A debate’s broken out among Democrats about the right strategy for 2018.
Honestly, it’s the wrong debate.
One side argues we should be focused on President Trump’s failures—a target-rich environment.
He’s performed “about faces” on scores of key policy positions. He’s failed to focus on what he claimed were his priorities and failed to make progress on issues he’s attempted to tackle. He and his campaign are beset by conflicts of interest and potential criminal liability. He’s alienated our allies, foolishly cozied up to adversaries and talked tough while carrying no sticks in dealing with enemies.
Chaos envelops his White House, disarray is the norm and incompetence reigns.
Opponents of this approach note it didn’t work for Hillary Clinton in 2016 and ask why we would expect it to work in 2018.
They argue instead that Democrats need to focus on a positive economic agenda. That’s what we didn’t get across clearly in 2016, they maintain, and it’s what we need to make clear in 2018.
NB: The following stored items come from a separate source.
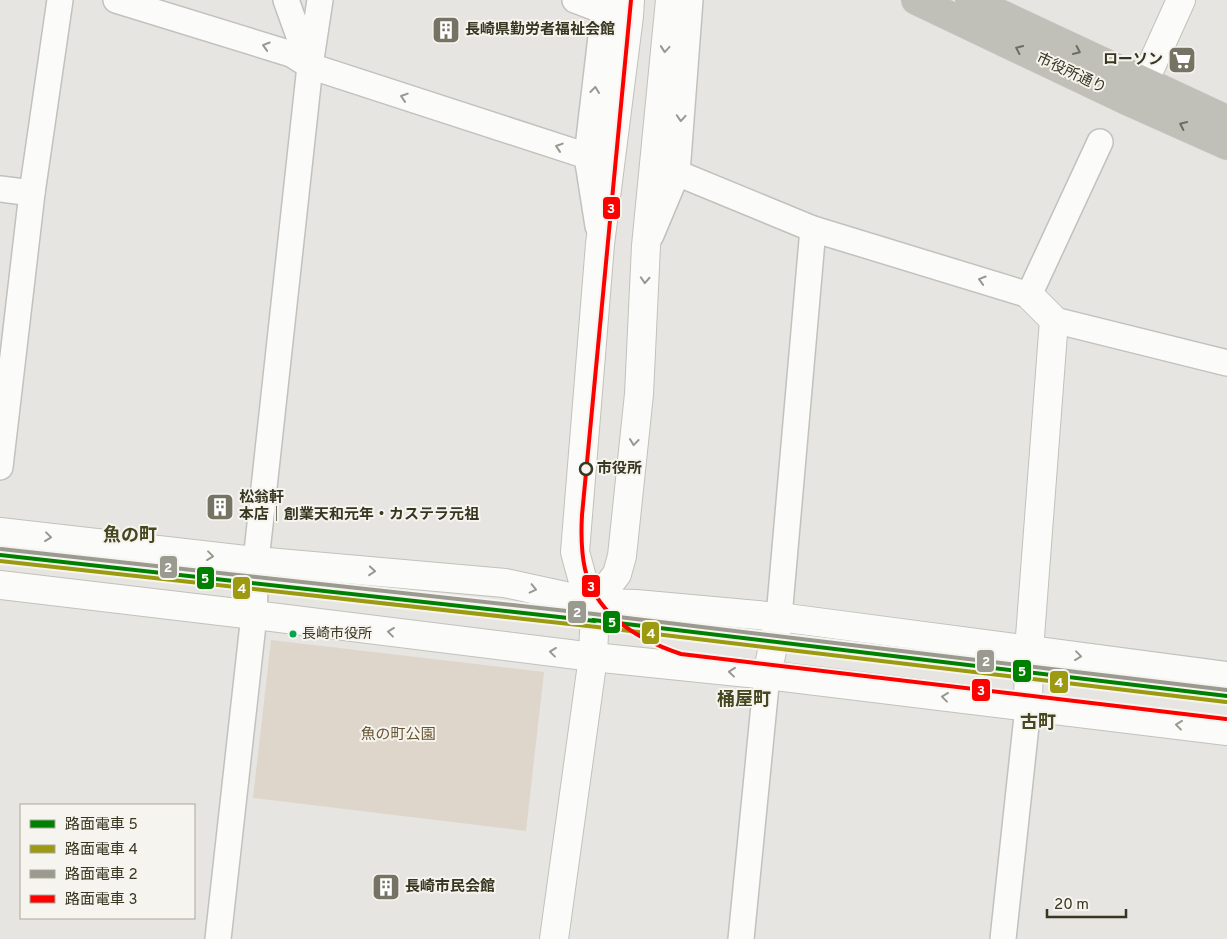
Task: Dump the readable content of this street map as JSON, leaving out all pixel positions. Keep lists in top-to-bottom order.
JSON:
{
  "streets": {
    "highway": ["市役所通り"]
  },
  "districts": ["魚の町", "桶屋町", "古町"],
  "parks": ["魚の町公園"],
  "places": {
    "building": ["長崎県勤労者福祉会館", "松翁軒 本店｜創業天和元年・カステラ元祖", "長崎市民会館"],
    "supermarket": ["ローソン"],
    "other": ["市役所", "長崎市役所"]
  },
  "lines": [
    "tram line 3",
    "tram line 2",
    "tram line 5",
    "tram line 4"
  ],
  "legend": [
    "路面電車 5",
    "路面電車 4",
    "路面電車 2",
    "路面電車 3"
  ],
  "scale_bar": "20 m"
}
Unfortunately, both sides in this debate ignore the evidence and the different roles played by different participants in the process.
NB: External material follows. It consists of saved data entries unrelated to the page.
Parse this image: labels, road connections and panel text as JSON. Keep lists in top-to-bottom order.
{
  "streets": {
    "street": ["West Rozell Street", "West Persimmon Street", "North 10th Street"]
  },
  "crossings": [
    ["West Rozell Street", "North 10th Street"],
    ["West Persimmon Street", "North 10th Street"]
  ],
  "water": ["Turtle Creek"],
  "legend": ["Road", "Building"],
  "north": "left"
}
The good news is they are both right.
First the evidence.
The historical record is crystal clear: low Presidential approval costs a president’s party seats in the midterm.
In 2006, George Bush suffered from a poor 37 percent job approval rating — about where Trump is today — and lost 30 House seats, along with control of the chamber. Bill Clinton lost 52 seats with an approval rating in the 40s.
On average, presidents with approval below 50 percent have lost over 30 seats.
So, from a political point of view, holding down President Trump’s approval rating ought to be a key objective.
Moreover, Trump is in far worse shape today, on almost every indicator, than he was going into the 2016 election.
Keeping the president’s failing and flailing at the forefront of public attention is a role well-suited for the party and its congressional wing.
But individual candidates need to do much more than simply attack the president. They need a platform on which to run.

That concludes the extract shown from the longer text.